Distributed systems impose tighter requirements to at-rest encryption.
This is because your encrypted data will be stored on servers, which
are de facto untrusted. In particular, your private encrypted data can
be subjected to analysis and tampering, which eventually will lead to
its revealing, if it is not properly protected. Specifically, usually
it is not enough to just encrypt data. In distributed systems serious
protection of your personal data is possible only in conjunction with
a special process, which is called authentication. GlusterFS provides
such enhanced service: In GlusterFS encryption is enhanced with
authentication. Currently we provide protection from "silent
tampering". This is a kind of tampering which is hard to detect,
because it doesn't break POSIX compliance. Specifically, we protect
encryption-specific file's metadata which includes unique file's
object id (GFID), cipher algorithm id, cipher block size and other
attributes used by the encryption process.


                          Restrictions


1. We encrypt only file content. The feature of transparent encryption
doesn't protect file names: they are neither encrypted, nor verified.
Protection of file names is not so critical as protection of
encryption-specific file's metadata: any attacks based on tampering
file names will break POSIX compliance and result in massive
corruption, which is easy to detect.

2. The feature of transparent encryption is not supported in NFS
mounts of GlusterFS volumes: NFS's file handles introduce security
issues, which are hard to resolve.

3. The feature of transparent encryption is incompatible with
GlusterFS performance translators (quick-read, write-behind and
open-behind).


               I. Trusted and non-trusted machines


Suppose you are a user of this feature (transparent encryption and
authentication in GlusterFS). You qualify every machine as either
trusted, or non-trusted.

Examples:

I.1 Your personal laptop, which is under your supervision is trusted
    machine.

I.2 Remote GlusterFS servers, which are not under your supervision
    are non-trusted machines.
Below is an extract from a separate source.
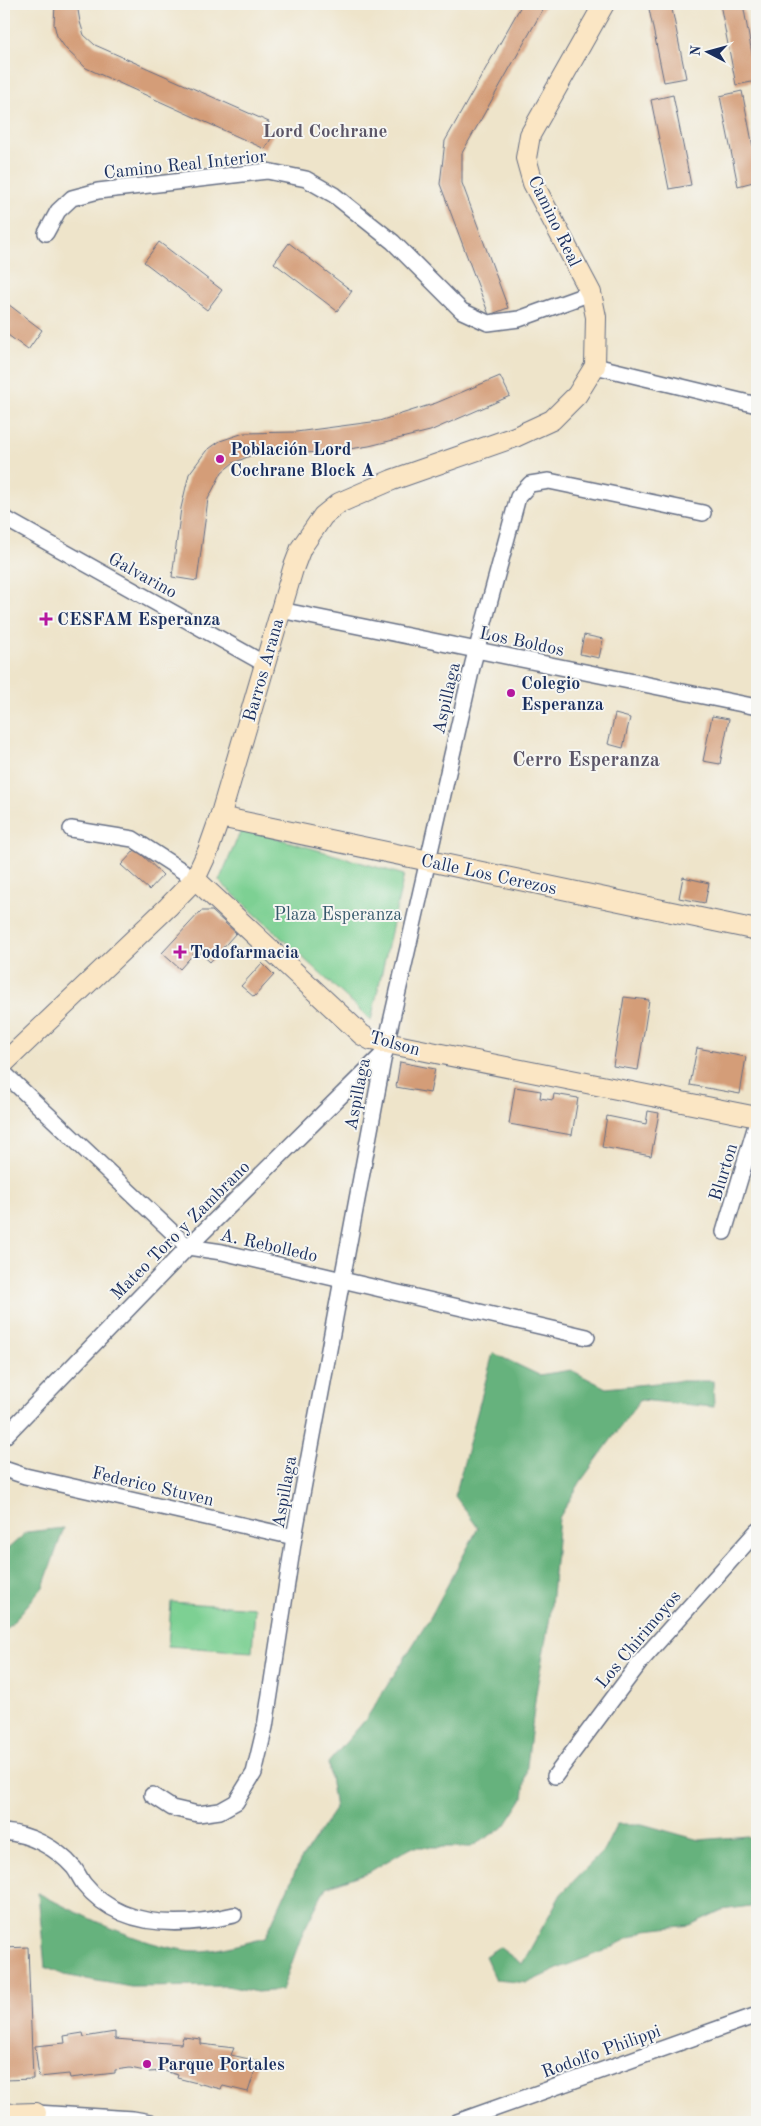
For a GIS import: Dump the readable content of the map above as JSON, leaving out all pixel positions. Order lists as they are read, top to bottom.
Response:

They are managed by a good admin, but
    you don't trust him your private data.

I.3 Clouds are important example of a set of non-trusted machines:
    you don't know what is going on there at all.


               II. Trusted and non-trusted objects


Every machine contains objects (in the RAM, disks, registers, etc).

All objects of every non-trusted machine are non-trusted by
definition.

Trusted machine contains both type of objects (trusted and
non-trusted).

Sources of non-trusted objects on your trusted machine:
. non-trusted media;
. non-trusted network;
. social engineering;
. etc.

Sources of trusted objects on your trusted machine:
. trusted media;
. trusted network;
. process of verification of non-trusted objects (authentication).

Examples:

II.1 email that you have received without any checks is non-trusted
     object;

II.2 email with properly verified digital signature is trusted object;

II.3 Your secret key properly generated on your trusted machine,
     or retrieved from trusted media is trusted object.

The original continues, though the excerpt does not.